The observations of the terrorist in the poem “The Terrorist, He Watches” are callous and detached, as indeed are those of the narrator, who treats the forthcoming terrorist outrage as something you'd see in a movie.
In that sense, neither the terrorist nor the narrator, who's watching the terrorist as the bomb he's planted is ready to explode, are showing much in the way of humanity. A bomb's about to go off, which will cause death and serious injury, and yet both treat the whole thing like it's a gigantic spectacle.
Unsurprisingly, the terrorist has profound contempt for the people he's about to attack; he wonders whether a girl with a green ribbon in her hair was stupid enough to go into the bar where he's planted his bomb. Contempt is then followed by cold-blooded callousness as he says that we'll find out when they bring out the bodies.
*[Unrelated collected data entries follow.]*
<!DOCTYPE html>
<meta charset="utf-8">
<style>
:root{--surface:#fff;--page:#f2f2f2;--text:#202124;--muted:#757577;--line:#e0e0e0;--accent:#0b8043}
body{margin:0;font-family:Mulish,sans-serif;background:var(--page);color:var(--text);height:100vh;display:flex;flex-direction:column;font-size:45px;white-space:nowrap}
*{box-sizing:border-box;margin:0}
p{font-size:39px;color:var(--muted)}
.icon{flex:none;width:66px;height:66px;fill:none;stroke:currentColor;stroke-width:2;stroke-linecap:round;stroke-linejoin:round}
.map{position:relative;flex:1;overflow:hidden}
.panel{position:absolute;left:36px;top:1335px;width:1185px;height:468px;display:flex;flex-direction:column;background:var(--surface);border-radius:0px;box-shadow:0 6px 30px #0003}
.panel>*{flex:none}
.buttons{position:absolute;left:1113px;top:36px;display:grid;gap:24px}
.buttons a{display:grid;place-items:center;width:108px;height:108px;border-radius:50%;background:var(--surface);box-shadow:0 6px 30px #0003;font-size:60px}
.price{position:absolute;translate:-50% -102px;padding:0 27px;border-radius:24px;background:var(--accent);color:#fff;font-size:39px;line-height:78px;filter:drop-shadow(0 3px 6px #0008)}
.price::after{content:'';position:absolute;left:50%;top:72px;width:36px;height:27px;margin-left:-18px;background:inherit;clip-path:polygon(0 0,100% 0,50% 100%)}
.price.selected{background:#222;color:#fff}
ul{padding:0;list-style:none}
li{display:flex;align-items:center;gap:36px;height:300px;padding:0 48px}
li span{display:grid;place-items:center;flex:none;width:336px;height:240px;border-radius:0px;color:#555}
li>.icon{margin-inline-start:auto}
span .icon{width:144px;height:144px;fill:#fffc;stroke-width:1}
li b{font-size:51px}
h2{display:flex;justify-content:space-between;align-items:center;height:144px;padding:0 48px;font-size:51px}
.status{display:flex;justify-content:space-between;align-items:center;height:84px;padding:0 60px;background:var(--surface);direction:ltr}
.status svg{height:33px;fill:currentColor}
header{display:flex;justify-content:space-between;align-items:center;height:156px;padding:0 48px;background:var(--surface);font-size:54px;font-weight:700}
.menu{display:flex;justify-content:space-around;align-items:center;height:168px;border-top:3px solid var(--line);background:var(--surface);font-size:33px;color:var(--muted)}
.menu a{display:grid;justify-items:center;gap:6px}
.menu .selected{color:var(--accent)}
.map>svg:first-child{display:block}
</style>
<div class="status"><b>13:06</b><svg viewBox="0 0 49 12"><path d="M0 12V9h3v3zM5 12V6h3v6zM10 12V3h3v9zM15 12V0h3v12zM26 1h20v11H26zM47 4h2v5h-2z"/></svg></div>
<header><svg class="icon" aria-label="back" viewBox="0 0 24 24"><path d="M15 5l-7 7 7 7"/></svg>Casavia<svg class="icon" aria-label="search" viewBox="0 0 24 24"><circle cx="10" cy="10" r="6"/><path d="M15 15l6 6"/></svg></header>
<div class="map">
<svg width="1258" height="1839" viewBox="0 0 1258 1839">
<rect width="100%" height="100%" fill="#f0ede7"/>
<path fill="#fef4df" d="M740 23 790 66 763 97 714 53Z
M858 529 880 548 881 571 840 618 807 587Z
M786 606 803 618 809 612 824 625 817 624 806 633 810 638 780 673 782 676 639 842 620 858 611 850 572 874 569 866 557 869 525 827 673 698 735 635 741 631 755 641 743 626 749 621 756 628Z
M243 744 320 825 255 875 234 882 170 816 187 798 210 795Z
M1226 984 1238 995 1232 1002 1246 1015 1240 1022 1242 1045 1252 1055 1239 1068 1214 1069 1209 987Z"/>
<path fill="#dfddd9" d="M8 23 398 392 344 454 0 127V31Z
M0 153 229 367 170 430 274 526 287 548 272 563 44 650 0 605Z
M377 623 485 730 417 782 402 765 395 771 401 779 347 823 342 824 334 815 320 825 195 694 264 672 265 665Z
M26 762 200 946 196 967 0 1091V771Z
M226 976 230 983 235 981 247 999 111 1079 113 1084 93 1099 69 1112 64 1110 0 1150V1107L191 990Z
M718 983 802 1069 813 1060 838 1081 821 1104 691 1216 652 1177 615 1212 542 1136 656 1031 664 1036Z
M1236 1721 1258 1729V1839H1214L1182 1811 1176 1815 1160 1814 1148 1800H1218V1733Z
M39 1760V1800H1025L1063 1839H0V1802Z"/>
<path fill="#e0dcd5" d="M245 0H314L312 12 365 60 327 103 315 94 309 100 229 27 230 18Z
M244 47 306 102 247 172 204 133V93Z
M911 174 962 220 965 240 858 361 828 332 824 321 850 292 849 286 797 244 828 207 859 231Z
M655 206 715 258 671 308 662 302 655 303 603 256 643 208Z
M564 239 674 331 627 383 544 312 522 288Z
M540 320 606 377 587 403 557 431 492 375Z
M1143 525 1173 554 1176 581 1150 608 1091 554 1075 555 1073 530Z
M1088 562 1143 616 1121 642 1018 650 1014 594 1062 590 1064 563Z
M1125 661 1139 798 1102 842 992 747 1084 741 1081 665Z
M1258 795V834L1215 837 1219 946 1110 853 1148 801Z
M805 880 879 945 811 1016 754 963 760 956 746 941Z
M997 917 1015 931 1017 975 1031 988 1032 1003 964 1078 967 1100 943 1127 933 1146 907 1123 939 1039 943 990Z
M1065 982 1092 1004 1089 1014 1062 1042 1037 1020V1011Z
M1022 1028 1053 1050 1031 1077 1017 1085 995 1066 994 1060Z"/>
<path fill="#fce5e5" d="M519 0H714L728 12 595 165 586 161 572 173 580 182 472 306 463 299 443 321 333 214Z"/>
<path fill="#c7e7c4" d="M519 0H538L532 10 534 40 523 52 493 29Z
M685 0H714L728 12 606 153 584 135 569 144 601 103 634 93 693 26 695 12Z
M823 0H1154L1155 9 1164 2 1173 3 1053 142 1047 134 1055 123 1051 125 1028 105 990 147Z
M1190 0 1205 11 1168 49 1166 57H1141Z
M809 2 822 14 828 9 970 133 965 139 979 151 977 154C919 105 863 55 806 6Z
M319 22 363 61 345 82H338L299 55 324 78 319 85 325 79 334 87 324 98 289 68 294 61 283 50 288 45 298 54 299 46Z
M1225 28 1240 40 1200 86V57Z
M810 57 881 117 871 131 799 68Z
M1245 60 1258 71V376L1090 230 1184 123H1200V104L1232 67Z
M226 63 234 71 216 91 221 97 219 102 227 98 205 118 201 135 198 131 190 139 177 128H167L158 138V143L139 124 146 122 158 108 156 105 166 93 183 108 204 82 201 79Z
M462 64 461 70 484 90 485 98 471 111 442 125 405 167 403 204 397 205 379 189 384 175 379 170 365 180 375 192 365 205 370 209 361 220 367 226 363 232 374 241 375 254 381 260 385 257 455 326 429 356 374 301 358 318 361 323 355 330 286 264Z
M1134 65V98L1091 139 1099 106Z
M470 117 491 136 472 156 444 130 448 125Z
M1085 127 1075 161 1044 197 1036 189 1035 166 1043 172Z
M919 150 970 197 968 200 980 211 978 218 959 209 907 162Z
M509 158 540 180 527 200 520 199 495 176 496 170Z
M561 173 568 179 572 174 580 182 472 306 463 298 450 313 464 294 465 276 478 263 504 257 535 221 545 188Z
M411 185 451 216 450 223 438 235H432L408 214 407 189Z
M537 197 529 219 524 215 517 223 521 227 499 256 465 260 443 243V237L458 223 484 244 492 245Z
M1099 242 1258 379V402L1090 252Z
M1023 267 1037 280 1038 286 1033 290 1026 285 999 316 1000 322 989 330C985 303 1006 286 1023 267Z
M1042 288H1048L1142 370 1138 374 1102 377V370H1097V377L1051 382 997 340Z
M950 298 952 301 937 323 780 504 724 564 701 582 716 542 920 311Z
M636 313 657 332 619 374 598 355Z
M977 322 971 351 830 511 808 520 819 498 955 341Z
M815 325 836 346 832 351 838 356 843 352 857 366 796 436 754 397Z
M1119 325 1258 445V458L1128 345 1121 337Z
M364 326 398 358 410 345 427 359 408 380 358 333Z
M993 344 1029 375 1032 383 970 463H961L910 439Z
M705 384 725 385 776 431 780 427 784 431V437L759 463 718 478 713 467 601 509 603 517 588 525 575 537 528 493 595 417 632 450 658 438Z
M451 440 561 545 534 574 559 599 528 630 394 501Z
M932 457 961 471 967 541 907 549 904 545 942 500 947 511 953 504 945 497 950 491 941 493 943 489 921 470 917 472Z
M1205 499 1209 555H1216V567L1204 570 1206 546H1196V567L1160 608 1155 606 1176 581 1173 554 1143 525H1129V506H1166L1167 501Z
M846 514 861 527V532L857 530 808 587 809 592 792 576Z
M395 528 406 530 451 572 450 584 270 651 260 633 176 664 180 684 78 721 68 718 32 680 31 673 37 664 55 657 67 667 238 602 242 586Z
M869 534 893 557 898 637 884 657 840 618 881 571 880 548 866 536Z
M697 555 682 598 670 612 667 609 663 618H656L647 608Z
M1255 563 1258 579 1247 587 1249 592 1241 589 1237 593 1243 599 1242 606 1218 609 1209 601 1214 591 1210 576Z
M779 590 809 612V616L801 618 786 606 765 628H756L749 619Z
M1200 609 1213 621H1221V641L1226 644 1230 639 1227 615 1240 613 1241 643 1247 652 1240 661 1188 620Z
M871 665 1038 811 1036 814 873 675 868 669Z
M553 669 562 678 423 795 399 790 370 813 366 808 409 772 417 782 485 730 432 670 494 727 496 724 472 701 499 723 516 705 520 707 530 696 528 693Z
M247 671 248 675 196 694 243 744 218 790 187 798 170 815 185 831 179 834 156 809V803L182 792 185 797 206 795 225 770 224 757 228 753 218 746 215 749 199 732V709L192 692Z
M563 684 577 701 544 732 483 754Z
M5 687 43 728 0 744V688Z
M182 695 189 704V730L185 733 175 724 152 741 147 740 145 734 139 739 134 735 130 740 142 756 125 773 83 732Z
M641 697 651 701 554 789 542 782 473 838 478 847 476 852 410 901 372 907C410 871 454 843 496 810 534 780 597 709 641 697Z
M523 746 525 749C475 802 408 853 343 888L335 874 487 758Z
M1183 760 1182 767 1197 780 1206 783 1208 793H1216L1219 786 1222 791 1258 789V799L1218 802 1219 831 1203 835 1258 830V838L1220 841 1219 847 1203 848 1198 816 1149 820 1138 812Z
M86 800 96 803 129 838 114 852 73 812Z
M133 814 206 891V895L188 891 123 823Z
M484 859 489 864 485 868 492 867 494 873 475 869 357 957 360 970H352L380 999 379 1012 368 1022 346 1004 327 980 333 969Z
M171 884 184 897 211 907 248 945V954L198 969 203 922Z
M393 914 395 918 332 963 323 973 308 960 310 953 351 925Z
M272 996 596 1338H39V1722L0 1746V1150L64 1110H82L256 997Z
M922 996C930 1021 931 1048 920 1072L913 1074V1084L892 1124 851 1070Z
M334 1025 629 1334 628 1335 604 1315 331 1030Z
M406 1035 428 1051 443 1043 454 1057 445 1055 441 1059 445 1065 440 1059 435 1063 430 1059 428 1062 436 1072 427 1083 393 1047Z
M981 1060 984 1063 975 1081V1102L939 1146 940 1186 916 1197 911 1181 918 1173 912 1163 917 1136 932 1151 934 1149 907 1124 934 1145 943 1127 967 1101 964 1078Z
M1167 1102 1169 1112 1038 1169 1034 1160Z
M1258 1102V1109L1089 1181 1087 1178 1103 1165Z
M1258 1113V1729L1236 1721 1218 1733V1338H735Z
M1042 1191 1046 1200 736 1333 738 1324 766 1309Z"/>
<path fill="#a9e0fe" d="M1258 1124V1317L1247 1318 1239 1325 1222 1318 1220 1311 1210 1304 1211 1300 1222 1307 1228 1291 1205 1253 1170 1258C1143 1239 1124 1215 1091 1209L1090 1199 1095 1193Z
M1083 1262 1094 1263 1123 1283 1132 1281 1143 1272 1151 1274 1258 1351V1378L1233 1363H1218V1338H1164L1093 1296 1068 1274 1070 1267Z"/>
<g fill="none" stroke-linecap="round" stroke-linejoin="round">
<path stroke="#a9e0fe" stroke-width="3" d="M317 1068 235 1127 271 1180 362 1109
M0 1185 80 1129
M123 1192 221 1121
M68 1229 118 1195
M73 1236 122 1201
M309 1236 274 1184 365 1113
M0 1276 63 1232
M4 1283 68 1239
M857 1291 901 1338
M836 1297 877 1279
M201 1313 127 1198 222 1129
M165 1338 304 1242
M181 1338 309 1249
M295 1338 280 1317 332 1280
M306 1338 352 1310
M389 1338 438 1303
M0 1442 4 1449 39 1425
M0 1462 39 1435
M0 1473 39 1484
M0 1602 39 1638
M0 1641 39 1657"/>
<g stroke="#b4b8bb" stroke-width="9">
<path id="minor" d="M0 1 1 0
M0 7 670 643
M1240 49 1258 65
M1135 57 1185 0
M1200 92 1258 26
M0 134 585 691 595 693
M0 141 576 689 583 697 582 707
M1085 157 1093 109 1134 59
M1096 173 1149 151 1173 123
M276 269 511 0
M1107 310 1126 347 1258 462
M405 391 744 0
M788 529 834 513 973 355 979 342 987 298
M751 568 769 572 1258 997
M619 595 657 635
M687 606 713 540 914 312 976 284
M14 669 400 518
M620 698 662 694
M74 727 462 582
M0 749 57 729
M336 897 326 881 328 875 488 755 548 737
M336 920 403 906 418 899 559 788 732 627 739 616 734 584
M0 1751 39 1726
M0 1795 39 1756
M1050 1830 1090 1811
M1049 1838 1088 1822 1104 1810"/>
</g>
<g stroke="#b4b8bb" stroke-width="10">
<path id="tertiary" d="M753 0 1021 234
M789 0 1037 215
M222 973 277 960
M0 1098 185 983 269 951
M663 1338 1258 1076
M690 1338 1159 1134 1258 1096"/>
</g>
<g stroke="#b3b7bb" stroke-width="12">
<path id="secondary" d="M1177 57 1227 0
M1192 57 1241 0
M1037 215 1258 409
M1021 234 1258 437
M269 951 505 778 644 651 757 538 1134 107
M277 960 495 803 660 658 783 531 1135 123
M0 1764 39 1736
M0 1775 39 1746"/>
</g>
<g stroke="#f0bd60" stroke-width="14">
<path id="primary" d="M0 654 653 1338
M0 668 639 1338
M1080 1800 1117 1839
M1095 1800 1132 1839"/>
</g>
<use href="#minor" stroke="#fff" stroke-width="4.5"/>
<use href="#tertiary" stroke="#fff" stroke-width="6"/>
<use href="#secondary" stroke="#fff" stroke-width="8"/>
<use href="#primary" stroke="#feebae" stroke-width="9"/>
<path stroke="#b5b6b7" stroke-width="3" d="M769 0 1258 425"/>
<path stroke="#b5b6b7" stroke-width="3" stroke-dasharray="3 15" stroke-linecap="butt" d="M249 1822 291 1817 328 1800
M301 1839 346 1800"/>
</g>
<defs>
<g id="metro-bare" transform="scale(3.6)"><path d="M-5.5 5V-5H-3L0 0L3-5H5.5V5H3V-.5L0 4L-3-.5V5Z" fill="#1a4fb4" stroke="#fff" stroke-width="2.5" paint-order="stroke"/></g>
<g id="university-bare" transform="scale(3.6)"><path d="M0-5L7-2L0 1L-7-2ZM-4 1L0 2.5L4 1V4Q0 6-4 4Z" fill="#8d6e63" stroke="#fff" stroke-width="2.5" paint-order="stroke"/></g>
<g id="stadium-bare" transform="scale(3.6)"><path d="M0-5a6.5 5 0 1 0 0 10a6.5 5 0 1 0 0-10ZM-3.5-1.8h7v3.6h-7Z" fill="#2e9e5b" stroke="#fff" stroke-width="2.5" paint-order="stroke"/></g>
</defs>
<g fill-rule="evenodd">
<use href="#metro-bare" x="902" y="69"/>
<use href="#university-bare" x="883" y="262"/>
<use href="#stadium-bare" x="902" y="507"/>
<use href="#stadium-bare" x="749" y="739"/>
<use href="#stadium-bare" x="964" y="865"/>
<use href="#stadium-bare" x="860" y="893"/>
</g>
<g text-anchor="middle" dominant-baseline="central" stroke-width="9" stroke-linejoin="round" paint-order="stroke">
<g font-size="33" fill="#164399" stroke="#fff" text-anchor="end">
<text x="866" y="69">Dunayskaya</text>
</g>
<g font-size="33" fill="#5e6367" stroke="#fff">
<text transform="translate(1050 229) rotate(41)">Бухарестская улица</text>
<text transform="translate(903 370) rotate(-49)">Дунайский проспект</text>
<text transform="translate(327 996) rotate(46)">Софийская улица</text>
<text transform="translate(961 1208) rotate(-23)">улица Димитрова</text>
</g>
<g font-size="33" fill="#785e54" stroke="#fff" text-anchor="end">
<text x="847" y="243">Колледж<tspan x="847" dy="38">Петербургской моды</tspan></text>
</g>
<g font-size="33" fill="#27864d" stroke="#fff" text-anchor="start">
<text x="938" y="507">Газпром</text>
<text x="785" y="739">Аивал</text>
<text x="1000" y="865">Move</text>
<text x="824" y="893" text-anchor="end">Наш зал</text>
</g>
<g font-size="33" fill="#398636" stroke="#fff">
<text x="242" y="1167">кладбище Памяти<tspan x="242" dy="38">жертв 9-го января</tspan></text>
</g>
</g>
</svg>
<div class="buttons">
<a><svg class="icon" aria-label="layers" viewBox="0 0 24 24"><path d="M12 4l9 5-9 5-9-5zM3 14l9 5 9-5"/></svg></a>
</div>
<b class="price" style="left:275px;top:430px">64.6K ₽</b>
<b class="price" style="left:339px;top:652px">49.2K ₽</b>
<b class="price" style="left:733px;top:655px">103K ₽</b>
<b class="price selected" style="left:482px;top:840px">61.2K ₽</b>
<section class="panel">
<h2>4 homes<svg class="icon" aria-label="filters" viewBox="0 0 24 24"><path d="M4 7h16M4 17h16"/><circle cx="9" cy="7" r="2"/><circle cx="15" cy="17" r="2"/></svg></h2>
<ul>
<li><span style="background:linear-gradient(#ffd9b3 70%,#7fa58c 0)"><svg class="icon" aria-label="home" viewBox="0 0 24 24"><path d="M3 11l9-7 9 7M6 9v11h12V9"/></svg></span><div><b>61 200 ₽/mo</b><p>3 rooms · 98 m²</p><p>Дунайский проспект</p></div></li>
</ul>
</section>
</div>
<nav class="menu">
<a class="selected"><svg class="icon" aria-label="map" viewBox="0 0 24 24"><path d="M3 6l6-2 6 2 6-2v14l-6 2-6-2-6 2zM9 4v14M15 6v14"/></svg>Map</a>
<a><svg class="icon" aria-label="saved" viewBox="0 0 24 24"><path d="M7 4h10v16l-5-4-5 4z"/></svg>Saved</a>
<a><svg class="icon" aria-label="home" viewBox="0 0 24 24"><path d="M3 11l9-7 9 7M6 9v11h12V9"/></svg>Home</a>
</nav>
But then the narrator doesn't seem to be all that concerned about what's going to happen. They simply observe, in a matter-of-fact way, that the terrorist is on the other side of the road and is therefore protected from the force of the imminent bomb blast.
The narrator comes across as a voyeur in search of excitement. Our initial impressions are reinforced by their observation that “it's like the pictures.” The narrator treats the whole scene like it's something out of a movie, something not real, just an entertaining spectacle. Though the narrator may not be a terrorist, they have a similarly callous attitude towards humanity.